▸ **What needs to be done**
Among these records, tally each line with the word "tools"; the answer is that number alone.

Items from a dataset
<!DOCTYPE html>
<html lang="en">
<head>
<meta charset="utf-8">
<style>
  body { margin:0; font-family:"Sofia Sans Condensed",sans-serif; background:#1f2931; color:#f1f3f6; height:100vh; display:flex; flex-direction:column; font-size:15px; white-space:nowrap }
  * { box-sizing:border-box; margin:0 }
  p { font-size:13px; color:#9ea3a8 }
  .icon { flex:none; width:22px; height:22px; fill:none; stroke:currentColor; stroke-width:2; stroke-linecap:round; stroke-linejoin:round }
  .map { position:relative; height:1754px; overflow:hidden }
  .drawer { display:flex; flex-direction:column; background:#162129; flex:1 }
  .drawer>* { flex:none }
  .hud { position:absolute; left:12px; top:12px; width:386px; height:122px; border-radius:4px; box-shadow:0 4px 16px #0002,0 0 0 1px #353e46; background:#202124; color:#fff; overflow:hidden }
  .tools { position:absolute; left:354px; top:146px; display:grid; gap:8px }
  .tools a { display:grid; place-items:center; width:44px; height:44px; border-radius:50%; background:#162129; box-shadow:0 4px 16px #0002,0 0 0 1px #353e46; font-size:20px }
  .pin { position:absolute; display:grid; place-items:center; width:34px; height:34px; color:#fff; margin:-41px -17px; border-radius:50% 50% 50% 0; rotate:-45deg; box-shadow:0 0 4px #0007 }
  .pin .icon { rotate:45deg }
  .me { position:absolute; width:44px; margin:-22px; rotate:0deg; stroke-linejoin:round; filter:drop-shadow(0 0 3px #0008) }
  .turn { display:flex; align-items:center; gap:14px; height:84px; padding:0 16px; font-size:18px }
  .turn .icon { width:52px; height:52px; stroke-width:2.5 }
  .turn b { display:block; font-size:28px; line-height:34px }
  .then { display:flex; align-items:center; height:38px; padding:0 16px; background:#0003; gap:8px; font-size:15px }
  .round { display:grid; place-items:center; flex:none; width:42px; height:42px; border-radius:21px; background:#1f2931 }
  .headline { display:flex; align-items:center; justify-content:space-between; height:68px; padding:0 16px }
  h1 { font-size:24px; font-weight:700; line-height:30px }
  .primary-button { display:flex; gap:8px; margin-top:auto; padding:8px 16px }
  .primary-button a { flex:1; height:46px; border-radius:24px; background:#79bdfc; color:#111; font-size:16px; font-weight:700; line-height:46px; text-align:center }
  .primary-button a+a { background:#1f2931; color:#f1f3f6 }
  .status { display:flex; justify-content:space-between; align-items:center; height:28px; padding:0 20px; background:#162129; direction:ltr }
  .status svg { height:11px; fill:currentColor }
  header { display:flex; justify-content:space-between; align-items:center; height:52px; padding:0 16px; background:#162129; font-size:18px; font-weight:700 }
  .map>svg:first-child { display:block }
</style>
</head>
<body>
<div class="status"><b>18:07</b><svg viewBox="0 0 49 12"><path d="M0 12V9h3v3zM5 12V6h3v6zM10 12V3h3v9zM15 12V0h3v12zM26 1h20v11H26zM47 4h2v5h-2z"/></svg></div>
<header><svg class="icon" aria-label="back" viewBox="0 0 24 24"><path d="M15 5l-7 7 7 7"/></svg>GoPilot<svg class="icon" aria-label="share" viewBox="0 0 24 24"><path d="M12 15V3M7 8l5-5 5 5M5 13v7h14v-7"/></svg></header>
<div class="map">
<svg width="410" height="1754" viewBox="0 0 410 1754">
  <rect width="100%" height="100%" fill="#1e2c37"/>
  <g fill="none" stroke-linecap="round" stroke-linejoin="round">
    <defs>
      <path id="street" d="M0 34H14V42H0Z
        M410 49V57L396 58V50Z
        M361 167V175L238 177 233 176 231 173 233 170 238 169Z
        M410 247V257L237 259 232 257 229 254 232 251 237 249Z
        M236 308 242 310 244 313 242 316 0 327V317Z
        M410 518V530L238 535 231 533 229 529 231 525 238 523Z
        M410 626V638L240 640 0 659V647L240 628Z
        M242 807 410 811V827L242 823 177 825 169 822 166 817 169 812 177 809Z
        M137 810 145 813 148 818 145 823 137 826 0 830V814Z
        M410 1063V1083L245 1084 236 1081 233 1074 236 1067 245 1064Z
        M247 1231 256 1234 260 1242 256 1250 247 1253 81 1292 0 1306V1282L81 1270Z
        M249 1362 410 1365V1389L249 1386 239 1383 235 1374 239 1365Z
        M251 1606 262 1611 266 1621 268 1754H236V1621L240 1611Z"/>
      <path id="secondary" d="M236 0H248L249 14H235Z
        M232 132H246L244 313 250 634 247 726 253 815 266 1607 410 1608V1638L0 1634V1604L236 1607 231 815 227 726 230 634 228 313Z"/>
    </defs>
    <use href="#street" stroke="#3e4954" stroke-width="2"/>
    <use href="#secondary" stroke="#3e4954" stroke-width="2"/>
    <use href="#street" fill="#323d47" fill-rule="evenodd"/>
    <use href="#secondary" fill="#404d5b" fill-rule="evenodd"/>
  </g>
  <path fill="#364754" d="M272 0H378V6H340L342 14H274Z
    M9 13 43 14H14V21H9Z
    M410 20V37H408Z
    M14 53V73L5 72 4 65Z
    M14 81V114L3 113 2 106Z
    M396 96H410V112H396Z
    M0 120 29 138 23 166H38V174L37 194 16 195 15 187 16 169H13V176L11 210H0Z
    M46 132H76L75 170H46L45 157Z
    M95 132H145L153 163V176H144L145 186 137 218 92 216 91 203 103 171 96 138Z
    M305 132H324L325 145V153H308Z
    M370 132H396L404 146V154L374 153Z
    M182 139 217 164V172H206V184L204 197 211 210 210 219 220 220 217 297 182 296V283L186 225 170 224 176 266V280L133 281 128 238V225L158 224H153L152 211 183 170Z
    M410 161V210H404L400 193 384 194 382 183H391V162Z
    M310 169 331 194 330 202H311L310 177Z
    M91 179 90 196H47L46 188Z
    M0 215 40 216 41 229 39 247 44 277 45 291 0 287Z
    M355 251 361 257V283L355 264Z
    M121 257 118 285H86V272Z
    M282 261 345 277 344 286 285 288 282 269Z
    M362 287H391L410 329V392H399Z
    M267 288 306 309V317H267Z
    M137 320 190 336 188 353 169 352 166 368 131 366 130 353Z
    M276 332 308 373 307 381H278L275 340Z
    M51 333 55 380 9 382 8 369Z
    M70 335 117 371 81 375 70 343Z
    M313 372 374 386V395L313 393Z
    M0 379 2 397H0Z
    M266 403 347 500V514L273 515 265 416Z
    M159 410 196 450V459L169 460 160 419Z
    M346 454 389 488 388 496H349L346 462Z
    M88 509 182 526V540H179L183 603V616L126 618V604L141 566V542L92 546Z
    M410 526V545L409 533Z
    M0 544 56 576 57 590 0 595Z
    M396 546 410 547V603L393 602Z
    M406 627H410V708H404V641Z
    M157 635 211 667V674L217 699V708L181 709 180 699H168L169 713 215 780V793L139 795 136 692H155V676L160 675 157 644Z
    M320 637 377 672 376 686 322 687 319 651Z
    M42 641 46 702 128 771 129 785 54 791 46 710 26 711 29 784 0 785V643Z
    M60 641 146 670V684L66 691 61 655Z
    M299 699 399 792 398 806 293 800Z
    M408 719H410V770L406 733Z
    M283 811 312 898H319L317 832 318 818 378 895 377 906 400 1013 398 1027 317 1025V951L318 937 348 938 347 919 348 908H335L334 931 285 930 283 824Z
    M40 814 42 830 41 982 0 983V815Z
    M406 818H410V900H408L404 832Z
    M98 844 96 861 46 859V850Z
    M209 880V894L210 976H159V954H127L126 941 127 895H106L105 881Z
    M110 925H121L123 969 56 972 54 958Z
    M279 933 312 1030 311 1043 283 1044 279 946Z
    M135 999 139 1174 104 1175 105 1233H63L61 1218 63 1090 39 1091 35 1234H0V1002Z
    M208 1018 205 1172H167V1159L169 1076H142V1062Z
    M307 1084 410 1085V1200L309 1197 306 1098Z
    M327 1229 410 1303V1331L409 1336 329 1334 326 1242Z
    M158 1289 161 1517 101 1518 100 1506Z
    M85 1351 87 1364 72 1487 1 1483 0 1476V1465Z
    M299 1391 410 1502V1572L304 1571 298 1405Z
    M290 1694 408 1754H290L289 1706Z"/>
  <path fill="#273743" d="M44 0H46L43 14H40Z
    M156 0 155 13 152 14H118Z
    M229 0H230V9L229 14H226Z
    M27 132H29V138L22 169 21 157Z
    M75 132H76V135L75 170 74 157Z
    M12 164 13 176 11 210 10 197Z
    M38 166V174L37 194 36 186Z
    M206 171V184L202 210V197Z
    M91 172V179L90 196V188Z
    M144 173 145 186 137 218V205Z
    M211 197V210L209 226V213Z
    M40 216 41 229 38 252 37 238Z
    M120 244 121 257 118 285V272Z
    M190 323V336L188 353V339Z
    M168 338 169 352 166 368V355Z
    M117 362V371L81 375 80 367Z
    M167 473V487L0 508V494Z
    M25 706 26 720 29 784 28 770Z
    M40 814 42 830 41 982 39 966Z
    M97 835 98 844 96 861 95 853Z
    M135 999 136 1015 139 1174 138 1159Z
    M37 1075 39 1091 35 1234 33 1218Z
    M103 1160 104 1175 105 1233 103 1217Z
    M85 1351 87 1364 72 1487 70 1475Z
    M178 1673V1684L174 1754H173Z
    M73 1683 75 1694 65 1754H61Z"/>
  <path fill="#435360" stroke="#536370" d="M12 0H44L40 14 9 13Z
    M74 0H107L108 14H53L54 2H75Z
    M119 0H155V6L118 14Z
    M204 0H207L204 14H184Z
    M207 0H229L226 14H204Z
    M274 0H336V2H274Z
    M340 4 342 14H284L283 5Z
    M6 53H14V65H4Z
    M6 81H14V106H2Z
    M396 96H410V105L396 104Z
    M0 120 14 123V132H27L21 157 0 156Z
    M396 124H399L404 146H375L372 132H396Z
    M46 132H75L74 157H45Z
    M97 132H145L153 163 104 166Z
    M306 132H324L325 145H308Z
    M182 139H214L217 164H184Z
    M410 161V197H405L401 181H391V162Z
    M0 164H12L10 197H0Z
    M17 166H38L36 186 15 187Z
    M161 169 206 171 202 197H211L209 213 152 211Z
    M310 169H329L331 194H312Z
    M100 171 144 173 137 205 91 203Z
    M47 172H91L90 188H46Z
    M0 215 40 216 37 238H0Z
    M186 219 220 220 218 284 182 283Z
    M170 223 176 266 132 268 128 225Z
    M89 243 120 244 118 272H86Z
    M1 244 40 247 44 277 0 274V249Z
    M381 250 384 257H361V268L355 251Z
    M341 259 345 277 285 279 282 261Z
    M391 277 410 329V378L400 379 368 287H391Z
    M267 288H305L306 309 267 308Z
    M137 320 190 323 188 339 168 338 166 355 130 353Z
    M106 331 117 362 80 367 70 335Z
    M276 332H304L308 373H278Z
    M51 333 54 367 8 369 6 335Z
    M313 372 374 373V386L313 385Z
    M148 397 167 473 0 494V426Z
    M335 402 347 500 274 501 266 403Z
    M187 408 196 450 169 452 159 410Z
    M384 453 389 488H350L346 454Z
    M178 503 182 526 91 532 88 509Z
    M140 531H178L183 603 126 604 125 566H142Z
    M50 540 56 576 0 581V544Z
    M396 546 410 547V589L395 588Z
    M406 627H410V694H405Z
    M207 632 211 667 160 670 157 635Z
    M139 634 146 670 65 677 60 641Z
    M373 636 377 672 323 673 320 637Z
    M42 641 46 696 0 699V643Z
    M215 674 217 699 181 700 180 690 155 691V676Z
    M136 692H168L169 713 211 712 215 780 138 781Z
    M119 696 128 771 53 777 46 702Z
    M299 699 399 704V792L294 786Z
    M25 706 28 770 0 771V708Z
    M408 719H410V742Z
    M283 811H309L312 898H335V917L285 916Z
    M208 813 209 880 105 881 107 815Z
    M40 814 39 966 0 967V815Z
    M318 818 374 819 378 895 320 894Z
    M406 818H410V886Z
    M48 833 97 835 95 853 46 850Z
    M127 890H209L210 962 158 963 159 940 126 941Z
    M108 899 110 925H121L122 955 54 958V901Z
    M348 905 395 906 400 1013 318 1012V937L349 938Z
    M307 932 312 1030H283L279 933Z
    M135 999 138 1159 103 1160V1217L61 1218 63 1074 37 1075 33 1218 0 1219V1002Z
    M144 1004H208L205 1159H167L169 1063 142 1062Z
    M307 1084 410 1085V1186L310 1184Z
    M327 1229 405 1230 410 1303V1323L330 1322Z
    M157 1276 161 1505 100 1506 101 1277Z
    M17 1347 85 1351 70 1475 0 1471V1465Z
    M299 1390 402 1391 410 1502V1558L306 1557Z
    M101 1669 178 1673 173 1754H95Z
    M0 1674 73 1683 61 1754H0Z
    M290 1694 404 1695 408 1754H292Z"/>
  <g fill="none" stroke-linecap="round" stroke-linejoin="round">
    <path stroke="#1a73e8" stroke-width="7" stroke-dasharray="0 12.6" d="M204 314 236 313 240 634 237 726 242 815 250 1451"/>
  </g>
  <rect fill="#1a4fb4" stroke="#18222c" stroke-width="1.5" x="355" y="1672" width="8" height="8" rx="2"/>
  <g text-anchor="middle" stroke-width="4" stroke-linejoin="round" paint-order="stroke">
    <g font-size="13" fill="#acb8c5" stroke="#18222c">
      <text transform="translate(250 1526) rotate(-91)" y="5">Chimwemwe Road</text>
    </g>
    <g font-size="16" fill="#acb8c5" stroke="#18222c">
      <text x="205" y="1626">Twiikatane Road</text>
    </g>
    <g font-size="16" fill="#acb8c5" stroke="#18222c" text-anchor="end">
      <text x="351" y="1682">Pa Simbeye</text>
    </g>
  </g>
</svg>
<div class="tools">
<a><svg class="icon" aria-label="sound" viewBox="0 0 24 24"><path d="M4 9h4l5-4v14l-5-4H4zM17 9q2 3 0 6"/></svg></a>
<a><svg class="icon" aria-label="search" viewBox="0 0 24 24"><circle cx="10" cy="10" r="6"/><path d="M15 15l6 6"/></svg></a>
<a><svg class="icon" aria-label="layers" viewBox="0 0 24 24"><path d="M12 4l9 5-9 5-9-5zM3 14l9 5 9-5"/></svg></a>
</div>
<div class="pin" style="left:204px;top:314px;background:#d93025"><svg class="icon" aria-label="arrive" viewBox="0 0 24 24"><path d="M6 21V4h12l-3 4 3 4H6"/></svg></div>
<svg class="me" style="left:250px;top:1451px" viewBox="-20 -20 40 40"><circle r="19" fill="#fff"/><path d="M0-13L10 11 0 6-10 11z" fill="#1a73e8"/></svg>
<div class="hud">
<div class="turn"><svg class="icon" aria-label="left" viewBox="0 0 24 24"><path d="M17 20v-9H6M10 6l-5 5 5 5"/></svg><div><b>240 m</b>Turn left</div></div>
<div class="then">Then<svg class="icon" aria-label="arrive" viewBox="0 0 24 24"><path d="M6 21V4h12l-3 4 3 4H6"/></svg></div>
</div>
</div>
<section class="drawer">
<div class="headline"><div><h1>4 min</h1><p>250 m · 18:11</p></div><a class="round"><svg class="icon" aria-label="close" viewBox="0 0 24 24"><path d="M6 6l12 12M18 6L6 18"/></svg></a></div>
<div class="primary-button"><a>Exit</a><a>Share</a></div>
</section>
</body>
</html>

▸ **Response**
3